PROBLEM TO SOLVE
For each line of the data below that holds "linejoin", copy the line.

[Records from a collection]

==============================

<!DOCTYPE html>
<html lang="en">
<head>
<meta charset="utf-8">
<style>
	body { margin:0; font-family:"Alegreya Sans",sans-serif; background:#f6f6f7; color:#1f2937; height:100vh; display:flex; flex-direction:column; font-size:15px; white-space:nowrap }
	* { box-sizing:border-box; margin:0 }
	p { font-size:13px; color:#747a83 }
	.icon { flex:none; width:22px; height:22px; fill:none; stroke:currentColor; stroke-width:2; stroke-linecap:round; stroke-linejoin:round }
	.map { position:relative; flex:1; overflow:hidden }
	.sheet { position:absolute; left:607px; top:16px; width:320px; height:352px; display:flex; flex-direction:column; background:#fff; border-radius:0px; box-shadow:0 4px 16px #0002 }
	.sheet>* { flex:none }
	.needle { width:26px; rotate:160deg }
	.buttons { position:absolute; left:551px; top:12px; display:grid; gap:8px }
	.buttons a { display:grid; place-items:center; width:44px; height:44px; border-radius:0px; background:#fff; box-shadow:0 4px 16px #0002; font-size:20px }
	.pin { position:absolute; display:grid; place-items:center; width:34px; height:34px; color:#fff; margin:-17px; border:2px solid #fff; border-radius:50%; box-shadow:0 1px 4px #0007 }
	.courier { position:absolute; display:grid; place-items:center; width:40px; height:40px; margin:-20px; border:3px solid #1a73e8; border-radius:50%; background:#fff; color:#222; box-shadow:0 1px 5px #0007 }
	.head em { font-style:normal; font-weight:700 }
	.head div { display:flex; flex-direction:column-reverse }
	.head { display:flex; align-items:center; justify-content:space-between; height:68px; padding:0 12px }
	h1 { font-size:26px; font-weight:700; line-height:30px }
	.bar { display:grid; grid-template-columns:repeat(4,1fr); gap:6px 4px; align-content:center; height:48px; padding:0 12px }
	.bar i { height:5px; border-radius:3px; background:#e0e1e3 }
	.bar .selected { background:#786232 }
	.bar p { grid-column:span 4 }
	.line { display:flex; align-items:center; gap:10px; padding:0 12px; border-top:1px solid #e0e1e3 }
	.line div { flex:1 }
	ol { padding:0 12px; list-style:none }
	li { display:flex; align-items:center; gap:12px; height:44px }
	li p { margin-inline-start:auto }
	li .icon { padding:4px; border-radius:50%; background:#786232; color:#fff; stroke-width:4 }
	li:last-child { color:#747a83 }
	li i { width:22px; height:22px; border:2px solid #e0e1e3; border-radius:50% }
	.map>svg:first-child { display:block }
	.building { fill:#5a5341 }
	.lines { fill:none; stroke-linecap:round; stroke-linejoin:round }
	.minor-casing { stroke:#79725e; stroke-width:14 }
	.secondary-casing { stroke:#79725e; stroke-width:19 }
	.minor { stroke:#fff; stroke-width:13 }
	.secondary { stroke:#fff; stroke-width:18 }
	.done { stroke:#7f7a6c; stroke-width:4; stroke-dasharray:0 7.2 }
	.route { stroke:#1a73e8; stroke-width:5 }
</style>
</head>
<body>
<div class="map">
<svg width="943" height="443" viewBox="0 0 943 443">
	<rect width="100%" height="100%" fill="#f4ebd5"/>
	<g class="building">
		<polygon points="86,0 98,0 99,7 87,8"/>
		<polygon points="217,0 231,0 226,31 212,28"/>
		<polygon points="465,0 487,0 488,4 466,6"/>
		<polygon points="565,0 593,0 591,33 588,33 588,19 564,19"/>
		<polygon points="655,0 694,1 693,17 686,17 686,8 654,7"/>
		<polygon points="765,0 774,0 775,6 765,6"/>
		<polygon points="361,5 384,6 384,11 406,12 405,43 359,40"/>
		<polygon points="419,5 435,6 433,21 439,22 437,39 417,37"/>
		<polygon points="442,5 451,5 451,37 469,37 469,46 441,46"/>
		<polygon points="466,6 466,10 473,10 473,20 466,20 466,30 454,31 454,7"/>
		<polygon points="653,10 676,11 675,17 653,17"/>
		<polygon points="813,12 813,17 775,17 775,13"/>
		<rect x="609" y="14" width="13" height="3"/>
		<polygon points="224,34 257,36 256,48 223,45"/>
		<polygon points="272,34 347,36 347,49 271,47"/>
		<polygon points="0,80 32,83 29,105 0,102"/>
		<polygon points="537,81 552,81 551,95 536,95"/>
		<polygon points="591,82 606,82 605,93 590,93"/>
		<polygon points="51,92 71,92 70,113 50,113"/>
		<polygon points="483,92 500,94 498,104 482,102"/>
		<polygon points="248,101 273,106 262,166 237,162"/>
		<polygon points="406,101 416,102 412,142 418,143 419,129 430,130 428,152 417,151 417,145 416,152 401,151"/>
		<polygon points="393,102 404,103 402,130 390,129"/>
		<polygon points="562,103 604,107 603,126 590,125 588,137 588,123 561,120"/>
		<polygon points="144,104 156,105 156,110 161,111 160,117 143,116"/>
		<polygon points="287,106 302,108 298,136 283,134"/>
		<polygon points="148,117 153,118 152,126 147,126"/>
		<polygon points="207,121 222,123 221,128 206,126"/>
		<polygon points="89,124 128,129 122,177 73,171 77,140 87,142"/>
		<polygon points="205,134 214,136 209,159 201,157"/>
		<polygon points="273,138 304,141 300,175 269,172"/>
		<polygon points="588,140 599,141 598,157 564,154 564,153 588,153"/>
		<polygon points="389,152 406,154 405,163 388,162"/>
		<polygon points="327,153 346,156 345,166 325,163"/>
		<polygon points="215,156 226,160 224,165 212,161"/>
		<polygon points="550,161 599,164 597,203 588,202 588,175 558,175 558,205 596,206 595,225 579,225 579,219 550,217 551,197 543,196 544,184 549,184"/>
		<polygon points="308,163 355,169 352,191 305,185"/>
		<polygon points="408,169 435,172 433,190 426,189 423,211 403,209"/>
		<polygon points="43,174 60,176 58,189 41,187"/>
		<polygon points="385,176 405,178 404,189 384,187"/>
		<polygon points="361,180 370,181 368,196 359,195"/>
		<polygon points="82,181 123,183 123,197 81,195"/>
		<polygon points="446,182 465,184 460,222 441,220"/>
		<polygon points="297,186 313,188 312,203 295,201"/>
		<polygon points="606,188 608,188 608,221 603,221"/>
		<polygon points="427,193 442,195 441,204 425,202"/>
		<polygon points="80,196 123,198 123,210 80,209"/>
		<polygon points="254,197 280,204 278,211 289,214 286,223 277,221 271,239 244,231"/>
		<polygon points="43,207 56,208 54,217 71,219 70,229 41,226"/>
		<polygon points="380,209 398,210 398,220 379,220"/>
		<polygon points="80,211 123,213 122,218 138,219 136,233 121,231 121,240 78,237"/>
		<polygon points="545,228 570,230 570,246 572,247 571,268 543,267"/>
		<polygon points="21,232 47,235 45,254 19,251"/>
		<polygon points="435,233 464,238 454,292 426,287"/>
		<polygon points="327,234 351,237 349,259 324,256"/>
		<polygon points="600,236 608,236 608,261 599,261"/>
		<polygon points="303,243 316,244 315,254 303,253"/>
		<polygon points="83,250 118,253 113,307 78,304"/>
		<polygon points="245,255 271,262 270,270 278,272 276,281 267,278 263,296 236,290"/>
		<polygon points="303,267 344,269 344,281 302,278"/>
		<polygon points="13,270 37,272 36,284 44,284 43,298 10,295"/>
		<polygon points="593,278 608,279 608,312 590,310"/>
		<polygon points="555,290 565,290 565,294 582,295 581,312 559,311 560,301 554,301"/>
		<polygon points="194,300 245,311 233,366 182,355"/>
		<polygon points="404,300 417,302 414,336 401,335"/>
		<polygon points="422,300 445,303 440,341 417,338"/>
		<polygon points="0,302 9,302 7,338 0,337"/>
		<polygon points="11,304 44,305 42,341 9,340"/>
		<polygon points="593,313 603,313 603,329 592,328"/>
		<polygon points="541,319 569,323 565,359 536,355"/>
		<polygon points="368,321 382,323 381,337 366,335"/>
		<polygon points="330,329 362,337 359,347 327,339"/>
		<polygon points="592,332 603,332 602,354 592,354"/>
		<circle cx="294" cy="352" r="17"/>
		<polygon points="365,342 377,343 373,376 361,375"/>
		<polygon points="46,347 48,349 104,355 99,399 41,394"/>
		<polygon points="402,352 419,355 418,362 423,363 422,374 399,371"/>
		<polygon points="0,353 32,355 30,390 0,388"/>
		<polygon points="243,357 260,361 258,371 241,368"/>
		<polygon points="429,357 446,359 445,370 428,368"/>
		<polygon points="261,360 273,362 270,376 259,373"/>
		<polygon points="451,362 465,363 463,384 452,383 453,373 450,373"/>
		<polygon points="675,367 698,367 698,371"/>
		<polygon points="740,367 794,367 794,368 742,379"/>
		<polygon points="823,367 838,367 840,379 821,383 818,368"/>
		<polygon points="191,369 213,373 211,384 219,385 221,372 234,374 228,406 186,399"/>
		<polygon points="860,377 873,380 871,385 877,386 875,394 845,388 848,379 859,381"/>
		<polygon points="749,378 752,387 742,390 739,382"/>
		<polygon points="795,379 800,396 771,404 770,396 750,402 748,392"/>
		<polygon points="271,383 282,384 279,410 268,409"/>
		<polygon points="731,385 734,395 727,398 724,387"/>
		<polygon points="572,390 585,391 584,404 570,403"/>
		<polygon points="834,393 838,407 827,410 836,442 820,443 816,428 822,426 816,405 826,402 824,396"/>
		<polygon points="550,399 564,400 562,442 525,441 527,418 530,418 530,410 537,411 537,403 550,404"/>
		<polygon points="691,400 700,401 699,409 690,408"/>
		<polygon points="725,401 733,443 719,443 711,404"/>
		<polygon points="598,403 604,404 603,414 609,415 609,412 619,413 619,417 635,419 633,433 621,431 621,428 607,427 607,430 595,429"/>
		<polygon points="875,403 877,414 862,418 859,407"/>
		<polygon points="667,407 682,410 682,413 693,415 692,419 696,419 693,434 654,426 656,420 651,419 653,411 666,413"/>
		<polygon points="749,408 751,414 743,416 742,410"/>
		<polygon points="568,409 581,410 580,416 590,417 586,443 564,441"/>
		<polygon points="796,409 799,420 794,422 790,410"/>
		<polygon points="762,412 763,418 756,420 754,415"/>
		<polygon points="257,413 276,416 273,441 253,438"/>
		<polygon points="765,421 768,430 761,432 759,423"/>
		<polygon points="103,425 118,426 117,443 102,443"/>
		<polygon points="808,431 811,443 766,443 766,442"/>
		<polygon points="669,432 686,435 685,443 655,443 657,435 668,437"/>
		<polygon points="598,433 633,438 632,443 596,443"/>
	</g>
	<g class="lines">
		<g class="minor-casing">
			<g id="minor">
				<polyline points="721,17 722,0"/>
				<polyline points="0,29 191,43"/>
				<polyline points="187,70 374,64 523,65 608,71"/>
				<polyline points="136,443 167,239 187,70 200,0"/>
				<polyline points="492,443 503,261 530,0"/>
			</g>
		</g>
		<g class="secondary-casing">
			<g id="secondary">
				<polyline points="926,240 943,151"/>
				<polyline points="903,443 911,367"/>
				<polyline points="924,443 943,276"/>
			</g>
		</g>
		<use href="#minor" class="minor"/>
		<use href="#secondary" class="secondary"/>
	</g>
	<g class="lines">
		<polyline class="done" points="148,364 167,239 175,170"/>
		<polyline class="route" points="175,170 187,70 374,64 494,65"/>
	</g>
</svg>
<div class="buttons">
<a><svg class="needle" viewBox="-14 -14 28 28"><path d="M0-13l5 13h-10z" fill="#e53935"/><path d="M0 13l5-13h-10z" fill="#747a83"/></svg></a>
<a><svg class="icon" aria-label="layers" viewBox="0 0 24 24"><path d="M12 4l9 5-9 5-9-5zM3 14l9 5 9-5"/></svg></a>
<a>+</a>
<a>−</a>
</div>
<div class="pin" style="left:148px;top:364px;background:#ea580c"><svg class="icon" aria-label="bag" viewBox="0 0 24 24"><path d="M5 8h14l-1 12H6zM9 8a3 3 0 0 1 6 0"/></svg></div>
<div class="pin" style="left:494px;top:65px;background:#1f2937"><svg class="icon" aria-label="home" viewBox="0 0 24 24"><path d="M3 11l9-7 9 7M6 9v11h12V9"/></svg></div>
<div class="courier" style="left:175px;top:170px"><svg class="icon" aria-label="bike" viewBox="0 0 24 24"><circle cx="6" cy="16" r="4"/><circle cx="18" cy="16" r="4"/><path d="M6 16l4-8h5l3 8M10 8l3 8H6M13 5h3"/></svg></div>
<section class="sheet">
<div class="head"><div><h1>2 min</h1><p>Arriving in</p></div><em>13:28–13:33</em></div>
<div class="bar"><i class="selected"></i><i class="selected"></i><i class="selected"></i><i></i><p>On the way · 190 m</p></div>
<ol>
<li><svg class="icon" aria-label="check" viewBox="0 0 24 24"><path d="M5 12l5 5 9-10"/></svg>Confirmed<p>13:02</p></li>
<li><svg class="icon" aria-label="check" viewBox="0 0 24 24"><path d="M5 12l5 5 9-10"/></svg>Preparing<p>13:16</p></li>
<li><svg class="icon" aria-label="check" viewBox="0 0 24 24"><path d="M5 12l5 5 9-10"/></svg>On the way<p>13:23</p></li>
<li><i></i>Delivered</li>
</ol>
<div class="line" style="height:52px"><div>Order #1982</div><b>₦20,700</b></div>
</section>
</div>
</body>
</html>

==============================

RESPONSE BOX
	.icon { flex:none; width:22px; height:22px; fill:none; stroke:currentColor; stroke-width:2; stroke-linecap:round; stroke-linejoin:round }
	.lines { fill:none; stroke-linecap:round; stroke-linejoin:round }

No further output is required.